**NOTE: For better computing efficiency, I have taken DistilBERT instead of BERT for this POC**

### Few Important Links: 
* Transfer Learning: https://www.hackerearth.com/practice/machine-learning/transfer-learning/transfer-learning-intro/tutorial/
* Add class_weights : https://datascience.stackexchange.com/questions/13490/how-to-set-class-weights-for-imbalanced-classes-in-keras
* Keras Fine-Tuning: https://learnopencv.com/keras-tutorial-fine-tuning-using-pre-trained-models/
* Huggingface Fine-Tuning: https://huggingface.co/transformers/custom_datasets.html#seq-imdb
* Different usages of BERT: https://datascience.stackexchange.com/questions/79772/can-we-use-bert-for-only-word-embedding-and-then-use-svm-rnn-to-do-intent-classi


## Classification Problem: Spam Classification

In [1]:
import pandas as pd
import numpy as np
from transformers import pipeline, DistilBertTokenizerFast, TFDistilBertForSequenceClassification
from sklearn.model_selection import train_test_split
import tensorflow as tf
import warnings

warnings.filterwarnings("ignore")

#### Load the moodel and its tokenizer

In [2]:
model = TFDistilBertForSequenceClassification.from_pretrained('distilbert-base-uncased')

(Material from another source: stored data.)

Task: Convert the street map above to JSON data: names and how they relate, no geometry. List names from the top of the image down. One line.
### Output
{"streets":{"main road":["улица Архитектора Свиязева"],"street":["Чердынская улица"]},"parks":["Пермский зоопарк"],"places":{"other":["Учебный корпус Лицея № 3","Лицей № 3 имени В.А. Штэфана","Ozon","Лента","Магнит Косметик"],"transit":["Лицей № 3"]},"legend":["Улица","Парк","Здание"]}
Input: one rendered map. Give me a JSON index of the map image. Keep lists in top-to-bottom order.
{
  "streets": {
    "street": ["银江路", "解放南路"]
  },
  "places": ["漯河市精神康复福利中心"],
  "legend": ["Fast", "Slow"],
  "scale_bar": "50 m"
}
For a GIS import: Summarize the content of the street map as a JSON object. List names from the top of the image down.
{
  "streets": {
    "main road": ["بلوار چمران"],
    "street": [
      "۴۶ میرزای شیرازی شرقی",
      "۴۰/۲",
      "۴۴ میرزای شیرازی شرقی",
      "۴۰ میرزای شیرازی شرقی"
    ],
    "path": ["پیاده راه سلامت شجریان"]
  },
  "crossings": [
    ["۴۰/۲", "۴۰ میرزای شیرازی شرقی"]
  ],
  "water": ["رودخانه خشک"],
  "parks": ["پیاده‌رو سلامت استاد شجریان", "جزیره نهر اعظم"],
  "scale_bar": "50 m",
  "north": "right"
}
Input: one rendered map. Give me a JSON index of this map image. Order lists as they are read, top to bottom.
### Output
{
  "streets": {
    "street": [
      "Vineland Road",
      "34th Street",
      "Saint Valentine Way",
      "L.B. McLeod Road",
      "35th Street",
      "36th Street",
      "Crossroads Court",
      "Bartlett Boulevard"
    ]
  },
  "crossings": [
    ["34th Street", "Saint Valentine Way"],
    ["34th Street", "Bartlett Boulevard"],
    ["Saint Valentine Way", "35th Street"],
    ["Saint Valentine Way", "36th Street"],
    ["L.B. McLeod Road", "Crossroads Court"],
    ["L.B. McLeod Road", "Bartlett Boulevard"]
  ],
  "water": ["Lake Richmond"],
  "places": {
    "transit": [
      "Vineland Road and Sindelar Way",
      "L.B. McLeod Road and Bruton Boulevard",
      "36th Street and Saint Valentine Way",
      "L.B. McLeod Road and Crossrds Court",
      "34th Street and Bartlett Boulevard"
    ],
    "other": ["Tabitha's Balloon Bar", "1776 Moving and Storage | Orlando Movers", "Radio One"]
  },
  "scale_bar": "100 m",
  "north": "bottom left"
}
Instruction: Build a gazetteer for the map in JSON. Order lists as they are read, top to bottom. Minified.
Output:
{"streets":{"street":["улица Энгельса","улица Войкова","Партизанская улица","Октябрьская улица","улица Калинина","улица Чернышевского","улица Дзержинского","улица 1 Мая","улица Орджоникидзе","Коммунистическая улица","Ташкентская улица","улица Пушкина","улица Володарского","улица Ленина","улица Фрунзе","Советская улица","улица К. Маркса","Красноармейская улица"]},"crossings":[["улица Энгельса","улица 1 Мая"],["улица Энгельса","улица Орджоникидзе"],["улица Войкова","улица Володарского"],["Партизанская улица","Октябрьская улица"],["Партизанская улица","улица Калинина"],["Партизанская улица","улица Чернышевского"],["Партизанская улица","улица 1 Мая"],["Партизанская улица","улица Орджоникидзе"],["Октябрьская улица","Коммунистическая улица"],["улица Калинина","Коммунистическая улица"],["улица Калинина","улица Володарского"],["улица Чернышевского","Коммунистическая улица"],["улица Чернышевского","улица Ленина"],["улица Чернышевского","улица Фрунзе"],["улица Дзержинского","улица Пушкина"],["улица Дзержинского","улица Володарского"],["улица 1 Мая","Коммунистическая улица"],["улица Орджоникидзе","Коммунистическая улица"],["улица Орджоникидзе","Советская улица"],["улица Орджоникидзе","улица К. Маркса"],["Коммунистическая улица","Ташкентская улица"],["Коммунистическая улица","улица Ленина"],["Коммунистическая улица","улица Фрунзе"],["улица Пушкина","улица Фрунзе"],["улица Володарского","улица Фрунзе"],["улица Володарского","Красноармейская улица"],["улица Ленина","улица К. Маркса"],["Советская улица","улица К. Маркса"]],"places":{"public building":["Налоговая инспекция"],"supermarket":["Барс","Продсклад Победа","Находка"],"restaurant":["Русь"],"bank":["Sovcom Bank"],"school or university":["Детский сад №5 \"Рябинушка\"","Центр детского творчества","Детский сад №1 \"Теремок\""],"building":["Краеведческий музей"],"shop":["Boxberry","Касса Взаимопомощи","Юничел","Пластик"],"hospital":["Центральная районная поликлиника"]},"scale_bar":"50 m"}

Some layers from the model checkpoint at distilbert-base-uncased were not used when initializing TFDistilBertForSequenceClassification: ['activation_13', 'vocab_layer_norm', 'vocab_projector', 'vocab_transform']
- This IS expected if you are initializing TFDistilBertForSequenceClassification from the checkpoint of a model trained on another task or with another architecture (e.g. initializing a BertForSequenceClassification model from a BertForPreTraining model).
- This IS NOT expected if you are initializing TFDistilBertForSequenceClassification from the checkpoint of a model that you expect to be exactly identical (initializing a BertForSequenceClassification model from a BertForSequenceClassification model).
Some layers of TFDistilBertForSequenceClassification were not initialized from the model checkpoint at distilbert-base-uncased and are newly initialized: ['pre_classifier', 'dropout_19', 'classifier']
You should probably TRAIN this model on a down-stream task to be able to use i

In [3]:
tokenizer = DistilBertTokenizerFast.from_pretrained('distilbert-base-uncased')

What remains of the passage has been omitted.